The problem →
The whole of the data is to be returned without a single change.

--- Dataset excerpts Enclosed Below ---

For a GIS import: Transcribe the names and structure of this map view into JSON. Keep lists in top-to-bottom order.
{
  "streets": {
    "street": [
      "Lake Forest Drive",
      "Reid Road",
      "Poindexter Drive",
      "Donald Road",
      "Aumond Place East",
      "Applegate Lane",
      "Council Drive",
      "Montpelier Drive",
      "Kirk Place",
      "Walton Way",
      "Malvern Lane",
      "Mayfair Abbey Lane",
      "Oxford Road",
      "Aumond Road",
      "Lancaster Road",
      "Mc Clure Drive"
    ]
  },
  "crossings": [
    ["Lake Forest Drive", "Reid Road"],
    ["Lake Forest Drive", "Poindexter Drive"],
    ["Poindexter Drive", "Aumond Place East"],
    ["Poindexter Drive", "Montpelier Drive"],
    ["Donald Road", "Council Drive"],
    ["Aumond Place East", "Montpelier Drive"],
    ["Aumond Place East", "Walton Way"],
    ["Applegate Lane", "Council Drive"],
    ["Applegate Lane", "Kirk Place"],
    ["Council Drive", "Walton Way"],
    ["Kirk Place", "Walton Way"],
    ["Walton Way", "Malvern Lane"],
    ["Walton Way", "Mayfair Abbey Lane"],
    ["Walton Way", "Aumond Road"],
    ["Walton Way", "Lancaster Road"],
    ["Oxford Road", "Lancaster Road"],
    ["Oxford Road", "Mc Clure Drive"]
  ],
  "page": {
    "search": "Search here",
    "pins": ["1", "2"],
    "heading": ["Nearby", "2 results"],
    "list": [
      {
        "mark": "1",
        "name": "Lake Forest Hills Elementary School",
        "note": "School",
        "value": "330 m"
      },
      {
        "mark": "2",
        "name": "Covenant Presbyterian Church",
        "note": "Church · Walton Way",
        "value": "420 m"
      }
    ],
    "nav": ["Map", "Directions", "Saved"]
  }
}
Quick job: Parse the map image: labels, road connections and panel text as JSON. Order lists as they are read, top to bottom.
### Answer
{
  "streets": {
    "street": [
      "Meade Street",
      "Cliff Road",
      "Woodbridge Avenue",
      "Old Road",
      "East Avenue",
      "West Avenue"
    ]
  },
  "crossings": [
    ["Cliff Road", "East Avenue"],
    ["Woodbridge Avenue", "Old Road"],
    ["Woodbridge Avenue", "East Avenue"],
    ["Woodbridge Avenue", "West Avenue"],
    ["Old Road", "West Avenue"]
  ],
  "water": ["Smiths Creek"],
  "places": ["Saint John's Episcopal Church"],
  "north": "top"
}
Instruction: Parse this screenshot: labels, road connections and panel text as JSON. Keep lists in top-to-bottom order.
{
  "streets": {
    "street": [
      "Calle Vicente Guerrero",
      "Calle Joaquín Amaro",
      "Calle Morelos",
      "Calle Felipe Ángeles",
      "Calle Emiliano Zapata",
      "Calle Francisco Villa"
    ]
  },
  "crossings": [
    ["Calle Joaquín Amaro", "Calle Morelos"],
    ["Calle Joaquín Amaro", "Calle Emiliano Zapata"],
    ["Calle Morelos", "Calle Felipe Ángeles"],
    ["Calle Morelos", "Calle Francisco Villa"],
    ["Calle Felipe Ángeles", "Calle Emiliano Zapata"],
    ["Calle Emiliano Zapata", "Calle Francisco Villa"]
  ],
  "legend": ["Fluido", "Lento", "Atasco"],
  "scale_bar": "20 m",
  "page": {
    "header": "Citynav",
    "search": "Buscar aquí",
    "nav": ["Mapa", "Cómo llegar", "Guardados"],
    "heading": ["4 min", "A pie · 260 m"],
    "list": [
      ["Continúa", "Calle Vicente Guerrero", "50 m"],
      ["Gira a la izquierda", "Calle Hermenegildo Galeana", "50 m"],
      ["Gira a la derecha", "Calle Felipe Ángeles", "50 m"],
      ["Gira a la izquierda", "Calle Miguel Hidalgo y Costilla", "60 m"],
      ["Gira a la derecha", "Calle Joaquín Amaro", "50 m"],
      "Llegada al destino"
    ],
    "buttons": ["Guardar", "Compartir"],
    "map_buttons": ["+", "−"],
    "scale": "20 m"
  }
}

--- End of Enclosed Dataset excerpts ---

Answer box →
For a GIS import: Transcribe the names and structure of this map view into JSON. Keep lists in top-to-bottom order.
{
  "streets": {
    "street": [
      "Lake Forest Drive",
      "Reid Road",
      "Poindexter Drive",
      "Donald Road",
      "Aumond Place East",
      "Applegate Lane",
      "Council Drive",
      "Montpelier Drive",
      "Kirk Place",
      "Walton Way",
      "Malvern Lane",
      "Mayfair Abbey Lane",
      "Oxford Road",
      "Aumond Road",
      "Lancaster Road",
      "Mc Clure Drive"
    ]
  },
  "crossings": [
    ["Lake Forest Drive", "Reid Road"],
    ["Lake Forest Drive", "Poindexter Drive"],
    ["Poindexter Drive", "Aumond Place East"],
    ["Poindexter Drive", "Montpelier Drive"],
    ["Donald Road", "Council Drive"],
    ["Aumond Place East", "Montpelier Drive"],
    ["Aumond Place East", "Walton Way"],
    ["Applegate Lane", "Council Drive"],
    ["Applegate Lane", "Kirk Place"],
    ["Council Drive", "Walton Way"],
    ["Kirk Place", "Walton Way"],
    ["Walton Way", "Malvern Lane"],
    ["Walton Way", "Mayfair Abbey Lane"],
    ["Walton Way", "Aumond Road"],
    ["Walton Way", "Lancaster Road"],
    ["Oxford Road", "Lancaster Road"],
    ["Oxford Road", "Mc Clure Drive"]
  ],
  "page": {
    "search": "Search here",
    "pins": ["1", "2"],
    "heading": ["Nearby", "2 results"],
    "list": [
      {
        "mark": "1",
        "name": "Lake Forest Hills Elementary School",
        "note": "School",
        "value": "330 m"
      },
      {
        "mark": "2",
        "name": "Covenant Presbyterian Church",
        "note": "Church · Walton Way",
        "value": "420 m"
      }
    ],
    "nav": ["Map", "Directions", "Saved"]
  }
}
Quick job: Parse the map image: labels, road connections and panel text as JSON. Order lists as they are read, top to bottom.
### Answer
{
  "streets": {
    "street": [
      "Meade Street",
      "Cliff Road",
      "Woodbridge Avenue",
      "Old Road",
      "East Avenue",
      "West Avenue"
    ]
  },
  "crossings": [
    ["Cliff Road", "East Avenue"],
    ["Woodbridge Avenue", "Old Road"],
    ["Woodbridge Avenue", "East Avenue"],
    ["Woodbridge Avenue", "West Avenue"],
    ["Old Road", "West Avenue"]
  ],
  "water": ["Smiths Creek"],
  "places": ["Saint John's Episcopal Church"],
  "north": "top"
}
Instruction: Parse this screenshot: labels, road connections and panel text as JSON. Keep lists in top-to-bottom order.
{
  "streets": {
    "street": [
      "Calle Vicente Guerrero",
      "Calle Joaquín Amaro",
      "Calle Morelos",
      "Calle Felipe Ángeles",
      "Calle Emiliano Zapata",
      "Calle Francisco Villa"
    ]
  },
  "crossings": [
    ["Calle Joaquín Amaro", "Calle Morelos"],
    ["Calle Joaquín Amaro", "Calle Emiliano Zapata"],
    ["Calle Morelos", "Calle Felipe Ángeles"],
    ["Calle Morelos", "Calle Francisco Villa"],
    ["Calle Felipe Ángeles", "Calle Emiliano Zapata"],
    ["Calle Emiliano Zapata", "Calle Francisco Villa"]
  ],
  "legend": ["Fluido", "Lento", "Atasco"],
  "scale_bar": "20 m",
  "page": {
    "header": "Citynav",
    "search": "Buscar aquí",
    "nav": ["Mapa", "Cómo llegar", "Guardados"],
    "heading": ["4 min", "A pie · 260 m"],
    "list": [
      ["Continúa", "Calle Vicente Guerrero", "50 m"],
      ["Gira a la izquierda", "Calle Hermenegildo Galeana", "50 m"],
      ["Gira a la derecha", "Calle Felipe Ángeles", "50 m"],
      ["Gira a la izquierda", "Calle Miguel Hidalgo y Costilla", "60 m"],
      ["Gira a la derecha", "Calle Joaquín Amaro", "50 m"],
      "Llegada al destino"
    ],
    "buttons": ["Guardar", "Compartir"],
    "map_buttons": ["+", "−"],
    "scale": "20 m"
  }
}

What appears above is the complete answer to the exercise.